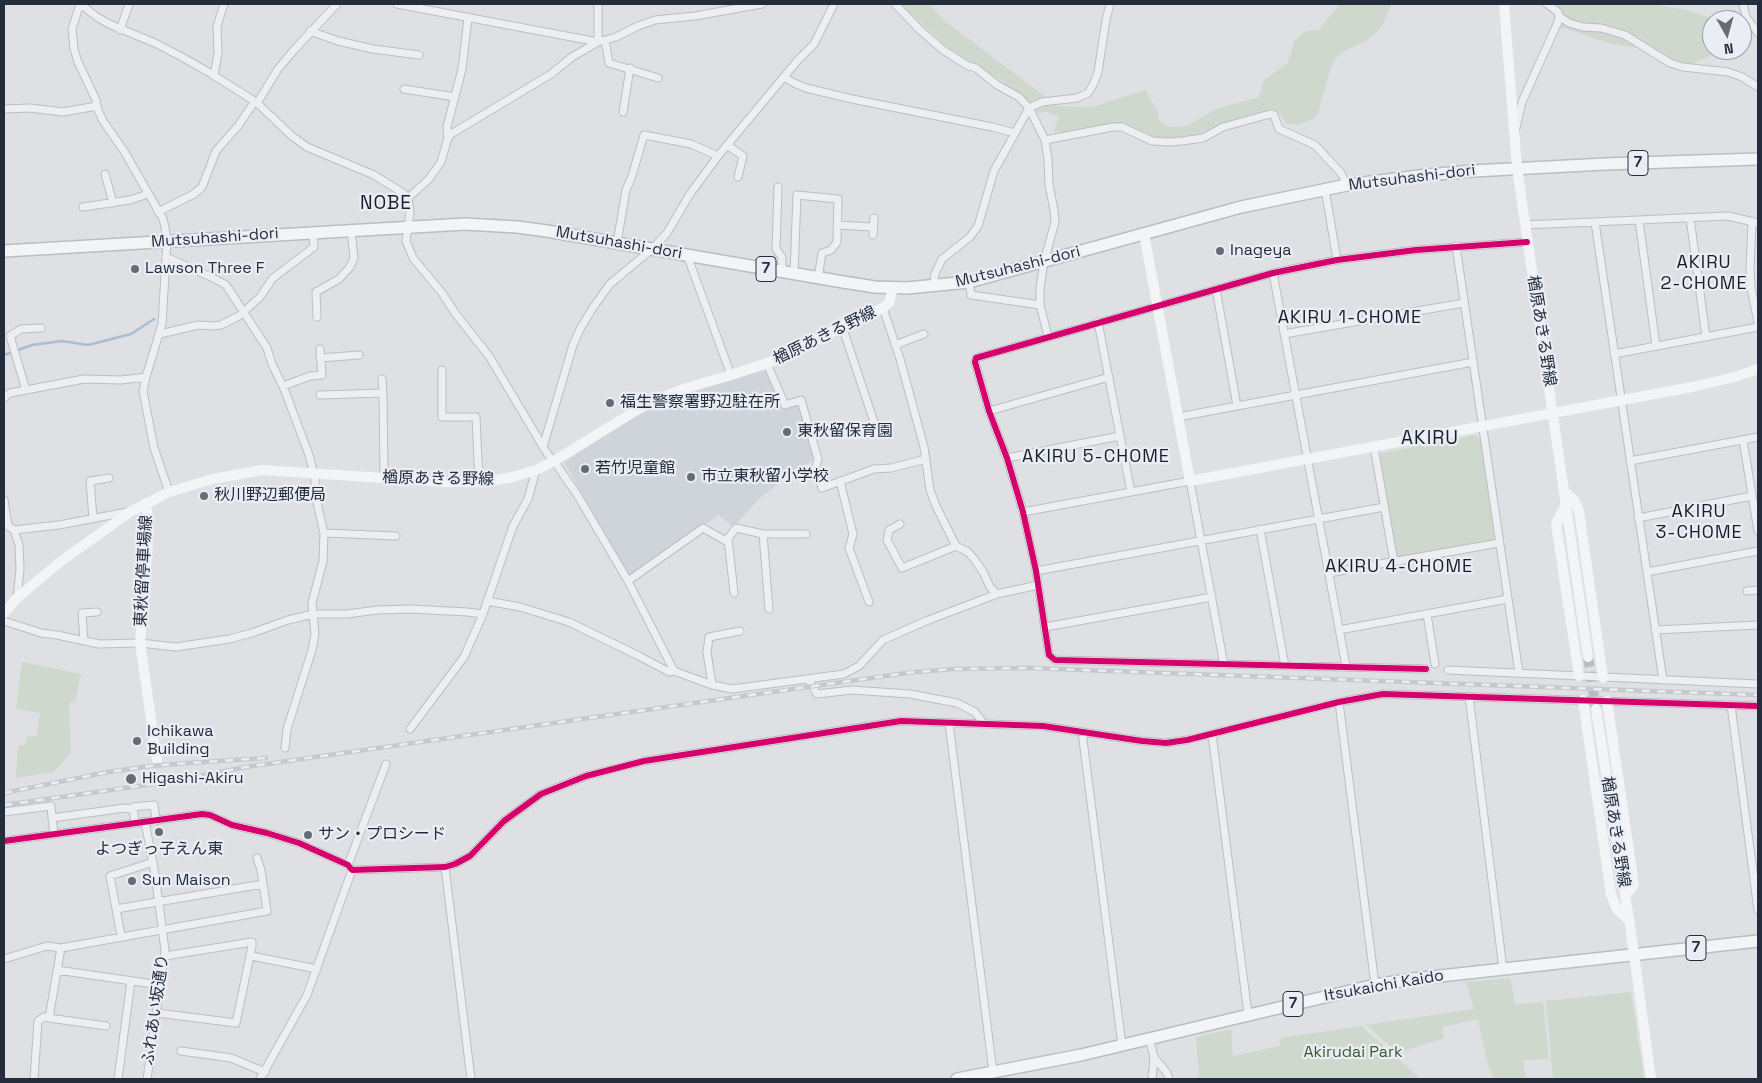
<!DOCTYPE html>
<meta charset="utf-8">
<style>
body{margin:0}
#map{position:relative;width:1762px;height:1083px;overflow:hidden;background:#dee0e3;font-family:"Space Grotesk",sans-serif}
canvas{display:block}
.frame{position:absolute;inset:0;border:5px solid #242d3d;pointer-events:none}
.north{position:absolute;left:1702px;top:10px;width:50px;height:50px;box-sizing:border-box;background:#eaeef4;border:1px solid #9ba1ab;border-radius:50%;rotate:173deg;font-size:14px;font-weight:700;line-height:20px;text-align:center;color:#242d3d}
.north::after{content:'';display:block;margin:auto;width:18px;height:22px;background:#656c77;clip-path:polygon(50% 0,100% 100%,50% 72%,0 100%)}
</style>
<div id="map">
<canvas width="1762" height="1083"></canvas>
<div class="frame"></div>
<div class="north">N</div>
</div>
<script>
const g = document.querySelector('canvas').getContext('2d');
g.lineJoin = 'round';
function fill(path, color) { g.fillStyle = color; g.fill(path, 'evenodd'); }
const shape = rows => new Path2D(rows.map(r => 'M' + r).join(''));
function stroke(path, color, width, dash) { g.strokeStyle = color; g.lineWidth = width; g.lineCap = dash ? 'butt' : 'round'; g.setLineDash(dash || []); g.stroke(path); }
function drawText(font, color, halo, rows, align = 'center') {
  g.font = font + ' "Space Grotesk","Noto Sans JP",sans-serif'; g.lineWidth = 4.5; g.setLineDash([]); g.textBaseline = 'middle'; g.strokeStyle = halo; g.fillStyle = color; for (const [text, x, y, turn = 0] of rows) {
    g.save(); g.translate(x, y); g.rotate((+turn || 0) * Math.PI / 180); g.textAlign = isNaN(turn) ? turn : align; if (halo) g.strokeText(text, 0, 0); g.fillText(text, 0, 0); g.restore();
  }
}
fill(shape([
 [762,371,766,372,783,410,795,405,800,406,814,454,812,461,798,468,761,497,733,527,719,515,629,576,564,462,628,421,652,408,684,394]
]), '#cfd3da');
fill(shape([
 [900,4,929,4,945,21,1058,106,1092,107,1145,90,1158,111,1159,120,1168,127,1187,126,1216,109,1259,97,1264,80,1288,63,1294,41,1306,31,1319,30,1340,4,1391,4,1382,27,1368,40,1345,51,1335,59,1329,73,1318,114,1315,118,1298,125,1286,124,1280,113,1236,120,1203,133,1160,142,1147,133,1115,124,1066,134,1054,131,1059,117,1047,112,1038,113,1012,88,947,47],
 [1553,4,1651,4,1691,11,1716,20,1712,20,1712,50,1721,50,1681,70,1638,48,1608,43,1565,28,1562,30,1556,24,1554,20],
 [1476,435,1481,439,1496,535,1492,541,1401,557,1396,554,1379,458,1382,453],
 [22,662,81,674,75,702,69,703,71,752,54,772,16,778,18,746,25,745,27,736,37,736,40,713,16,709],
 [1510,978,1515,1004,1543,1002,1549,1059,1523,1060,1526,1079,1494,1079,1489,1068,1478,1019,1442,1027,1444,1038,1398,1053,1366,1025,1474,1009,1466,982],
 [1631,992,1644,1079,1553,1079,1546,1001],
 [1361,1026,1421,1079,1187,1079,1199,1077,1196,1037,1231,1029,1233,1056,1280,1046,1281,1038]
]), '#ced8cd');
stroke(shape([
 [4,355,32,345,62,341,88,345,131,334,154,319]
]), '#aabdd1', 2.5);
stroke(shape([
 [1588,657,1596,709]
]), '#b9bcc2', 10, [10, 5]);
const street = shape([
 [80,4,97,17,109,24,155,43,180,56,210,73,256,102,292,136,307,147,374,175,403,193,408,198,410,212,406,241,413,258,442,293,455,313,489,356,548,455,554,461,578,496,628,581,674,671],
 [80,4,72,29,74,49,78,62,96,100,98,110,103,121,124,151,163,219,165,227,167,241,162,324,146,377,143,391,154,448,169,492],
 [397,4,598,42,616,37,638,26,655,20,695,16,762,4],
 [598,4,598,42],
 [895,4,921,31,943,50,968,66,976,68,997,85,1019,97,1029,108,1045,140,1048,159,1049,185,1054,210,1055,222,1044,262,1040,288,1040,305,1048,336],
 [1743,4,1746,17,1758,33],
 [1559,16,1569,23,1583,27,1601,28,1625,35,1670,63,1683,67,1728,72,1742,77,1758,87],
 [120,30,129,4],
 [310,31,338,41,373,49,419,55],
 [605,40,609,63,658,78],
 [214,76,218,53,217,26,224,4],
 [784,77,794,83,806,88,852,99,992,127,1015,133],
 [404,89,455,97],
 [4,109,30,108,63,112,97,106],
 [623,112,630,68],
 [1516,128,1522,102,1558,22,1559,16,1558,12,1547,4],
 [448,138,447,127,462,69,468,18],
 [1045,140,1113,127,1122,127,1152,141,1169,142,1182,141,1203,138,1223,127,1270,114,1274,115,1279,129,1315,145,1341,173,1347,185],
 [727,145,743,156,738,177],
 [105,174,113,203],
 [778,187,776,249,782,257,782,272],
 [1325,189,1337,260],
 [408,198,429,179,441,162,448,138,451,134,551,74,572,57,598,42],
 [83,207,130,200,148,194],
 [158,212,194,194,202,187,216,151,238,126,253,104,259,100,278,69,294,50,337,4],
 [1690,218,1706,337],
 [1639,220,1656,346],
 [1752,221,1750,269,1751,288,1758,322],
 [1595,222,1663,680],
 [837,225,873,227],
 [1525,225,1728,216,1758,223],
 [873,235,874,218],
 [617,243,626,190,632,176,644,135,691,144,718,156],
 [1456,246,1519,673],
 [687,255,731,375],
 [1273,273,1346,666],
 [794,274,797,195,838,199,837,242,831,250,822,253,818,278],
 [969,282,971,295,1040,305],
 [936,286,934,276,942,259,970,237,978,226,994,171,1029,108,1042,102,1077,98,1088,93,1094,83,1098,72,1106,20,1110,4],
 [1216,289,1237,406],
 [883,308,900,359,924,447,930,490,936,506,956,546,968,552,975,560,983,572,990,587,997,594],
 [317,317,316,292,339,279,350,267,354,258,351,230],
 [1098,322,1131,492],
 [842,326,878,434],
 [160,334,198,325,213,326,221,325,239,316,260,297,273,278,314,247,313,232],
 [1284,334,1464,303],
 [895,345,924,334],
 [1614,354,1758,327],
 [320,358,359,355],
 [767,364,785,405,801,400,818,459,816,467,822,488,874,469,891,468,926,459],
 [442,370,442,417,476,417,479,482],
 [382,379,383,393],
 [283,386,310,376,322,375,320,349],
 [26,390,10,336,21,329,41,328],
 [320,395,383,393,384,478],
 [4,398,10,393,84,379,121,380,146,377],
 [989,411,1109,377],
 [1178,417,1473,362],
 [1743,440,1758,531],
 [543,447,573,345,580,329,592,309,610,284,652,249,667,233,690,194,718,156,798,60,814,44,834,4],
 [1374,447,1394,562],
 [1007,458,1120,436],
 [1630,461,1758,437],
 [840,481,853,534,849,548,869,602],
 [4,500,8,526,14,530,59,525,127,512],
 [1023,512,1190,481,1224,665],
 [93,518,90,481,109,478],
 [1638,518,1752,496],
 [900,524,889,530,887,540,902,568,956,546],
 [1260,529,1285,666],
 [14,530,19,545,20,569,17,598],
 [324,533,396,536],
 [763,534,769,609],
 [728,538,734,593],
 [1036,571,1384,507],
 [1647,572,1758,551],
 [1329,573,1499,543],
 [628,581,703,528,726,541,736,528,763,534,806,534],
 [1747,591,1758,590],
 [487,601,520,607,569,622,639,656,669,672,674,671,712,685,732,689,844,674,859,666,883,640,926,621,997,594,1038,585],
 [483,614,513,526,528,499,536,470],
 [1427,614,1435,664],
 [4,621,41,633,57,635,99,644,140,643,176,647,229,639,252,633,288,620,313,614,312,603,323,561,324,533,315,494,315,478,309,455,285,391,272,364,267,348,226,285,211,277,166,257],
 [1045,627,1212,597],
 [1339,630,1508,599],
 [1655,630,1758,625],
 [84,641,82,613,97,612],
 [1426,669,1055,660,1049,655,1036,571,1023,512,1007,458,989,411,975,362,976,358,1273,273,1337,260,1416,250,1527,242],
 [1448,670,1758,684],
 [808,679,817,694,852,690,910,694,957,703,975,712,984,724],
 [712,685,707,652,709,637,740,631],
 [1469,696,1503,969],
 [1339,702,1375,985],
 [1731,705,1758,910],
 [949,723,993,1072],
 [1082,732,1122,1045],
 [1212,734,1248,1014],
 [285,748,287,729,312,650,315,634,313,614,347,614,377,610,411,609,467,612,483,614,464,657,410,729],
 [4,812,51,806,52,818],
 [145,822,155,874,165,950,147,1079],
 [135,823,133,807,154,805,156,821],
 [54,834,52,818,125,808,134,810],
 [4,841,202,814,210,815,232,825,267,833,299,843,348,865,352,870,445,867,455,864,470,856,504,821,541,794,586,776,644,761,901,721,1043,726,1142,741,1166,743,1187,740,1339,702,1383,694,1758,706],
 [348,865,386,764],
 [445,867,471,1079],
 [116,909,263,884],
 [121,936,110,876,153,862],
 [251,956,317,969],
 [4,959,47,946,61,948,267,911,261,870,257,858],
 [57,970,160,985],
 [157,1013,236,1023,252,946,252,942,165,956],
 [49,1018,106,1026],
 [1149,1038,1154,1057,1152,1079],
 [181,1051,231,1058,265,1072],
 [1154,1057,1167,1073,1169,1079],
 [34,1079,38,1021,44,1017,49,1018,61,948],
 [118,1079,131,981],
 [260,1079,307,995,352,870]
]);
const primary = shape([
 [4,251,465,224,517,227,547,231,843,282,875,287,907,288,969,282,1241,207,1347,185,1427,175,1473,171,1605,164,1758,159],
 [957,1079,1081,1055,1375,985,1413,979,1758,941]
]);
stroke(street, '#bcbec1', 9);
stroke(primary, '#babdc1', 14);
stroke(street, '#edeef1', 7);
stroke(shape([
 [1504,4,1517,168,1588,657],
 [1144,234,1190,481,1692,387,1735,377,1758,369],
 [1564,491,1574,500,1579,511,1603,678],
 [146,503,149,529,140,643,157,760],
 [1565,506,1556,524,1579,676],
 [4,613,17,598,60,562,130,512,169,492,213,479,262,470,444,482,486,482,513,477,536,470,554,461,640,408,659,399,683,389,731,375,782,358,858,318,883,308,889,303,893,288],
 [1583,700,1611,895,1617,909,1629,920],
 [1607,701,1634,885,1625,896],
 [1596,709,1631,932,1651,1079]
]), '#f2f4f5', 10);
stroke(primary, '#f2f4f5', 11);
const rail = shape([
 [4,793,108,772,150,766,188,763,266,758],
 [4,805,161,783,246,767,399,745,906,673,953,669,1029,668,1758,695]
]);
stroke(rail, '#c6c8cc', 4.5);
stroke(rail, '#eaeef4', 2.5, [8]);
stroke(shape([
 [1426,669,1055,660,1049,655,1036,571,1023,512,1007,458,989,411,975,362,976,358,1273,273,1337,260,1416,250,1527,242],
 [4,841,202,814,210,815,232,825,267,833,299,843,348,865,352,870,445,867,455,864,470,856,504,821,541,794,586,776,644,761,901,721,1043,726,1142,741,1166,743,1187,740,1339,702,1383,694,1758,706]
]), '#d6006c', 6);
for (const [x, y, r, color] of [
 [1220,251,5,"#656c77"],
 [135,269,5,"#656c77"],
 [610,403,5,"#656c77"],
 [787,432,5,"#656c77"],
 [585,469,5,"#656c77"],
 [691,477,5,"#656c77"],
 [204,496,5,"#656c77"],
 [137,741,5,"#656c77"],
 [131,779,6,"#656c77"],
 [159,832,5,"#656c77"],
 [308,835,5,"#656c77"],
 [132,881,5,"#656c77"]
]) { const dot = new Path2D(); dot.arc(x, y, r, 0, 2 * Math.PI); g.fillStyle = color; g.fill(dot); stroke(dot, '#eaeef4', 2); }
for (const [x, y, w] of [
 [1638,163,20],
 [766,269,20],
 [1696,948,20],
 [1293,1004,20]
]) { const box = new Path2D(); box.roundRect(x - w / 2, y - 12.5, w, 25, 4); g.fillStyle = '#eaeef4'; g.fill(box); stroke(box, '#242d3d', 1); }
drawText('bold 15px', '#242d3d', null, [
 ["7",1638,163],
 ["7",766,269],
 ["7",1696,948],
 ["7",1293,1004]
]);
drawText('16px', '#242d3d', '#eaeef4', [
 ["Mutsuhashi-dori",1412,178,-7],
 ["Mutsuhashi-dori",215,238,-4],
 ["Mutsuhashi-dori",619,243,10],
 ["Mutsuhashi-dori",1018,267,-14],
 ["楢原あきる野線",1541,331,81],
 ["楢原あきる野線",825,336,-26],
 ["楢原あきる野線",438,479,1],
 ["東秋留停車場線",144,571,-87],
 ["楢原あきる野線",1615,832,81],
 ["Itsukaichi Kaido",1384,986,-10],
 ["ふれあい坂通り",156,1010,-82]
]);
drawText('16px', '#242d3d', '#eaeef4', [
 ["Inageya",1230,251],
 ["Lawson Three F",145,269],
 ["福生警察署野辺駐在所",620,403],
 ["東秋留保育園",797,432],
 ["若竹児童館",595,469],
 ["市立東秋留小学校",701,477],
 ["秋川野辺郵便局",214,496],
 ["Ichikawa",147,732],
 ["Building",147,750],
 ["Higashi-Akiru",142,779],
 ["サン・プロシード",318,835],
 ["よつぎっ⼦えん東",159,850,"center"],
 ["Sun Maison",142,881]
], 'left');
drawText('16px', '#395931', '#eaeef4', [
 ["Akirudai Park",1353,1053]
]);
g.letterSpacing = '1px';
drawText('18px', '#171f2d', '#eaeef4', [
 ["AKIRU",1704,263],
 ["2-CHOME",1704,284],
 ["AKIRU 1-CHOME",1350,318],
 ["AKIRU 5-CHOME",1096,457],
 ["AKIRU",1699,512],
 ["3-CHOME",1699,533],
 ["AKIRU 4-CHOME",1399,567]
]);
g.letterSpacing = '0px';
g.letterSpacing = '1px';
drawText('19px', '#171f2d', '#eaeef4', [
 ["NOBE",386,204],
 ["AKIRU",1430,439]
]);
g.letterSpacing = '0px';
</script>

-=-=-=-=-

◆ **Problem description**
In the listing above, find the line with "0,100% 100%,50% 72%,0" and the line with "g.font = font", then print exactly those two lines and every line between them, and nothing more.

◆ **Written answer**
.north::after{content:'';display:block;margin:auto;width:18px;height:22px;background:#656c77;clip-path:polygon(50% 0,100% 100%,50% 72%,0 100%)}
</style>
<div id="map">
<canvas width="1762" height="1083"></canvas>
<div class="frame"></div>
<div class="north">N</div>
</div>
<script>
const g = document.querySelector('canvas').getContext('2d');
g.lineJoin = 'round';
function fill(path, color) { g.fillStyle = color; g.fill(path, 'evenodd'); }
const shape = rows => new Path2D(rows.map(r => 'M' + r).join(''));
function stroke(path, color, width, dash) { g.strokeStyle = color; g.lineWidth = width; g.lineCap = dash ? 'butt' : 'round'; g.setLineDash(dash || []); g.stroke(path); }
function drawText(font, color, halo, rows, align = 'center') {
  g.font = font + ' "Space Grotesk","Noto Sans JP",sans-serif'; g.lineWidth = 4.5; g.setLineDash([]); g.textBaseline = 'middle'; g.strokeStyle = halo; g.fillStyle = color; for (const [text, x, y, turn = 0] of rows) {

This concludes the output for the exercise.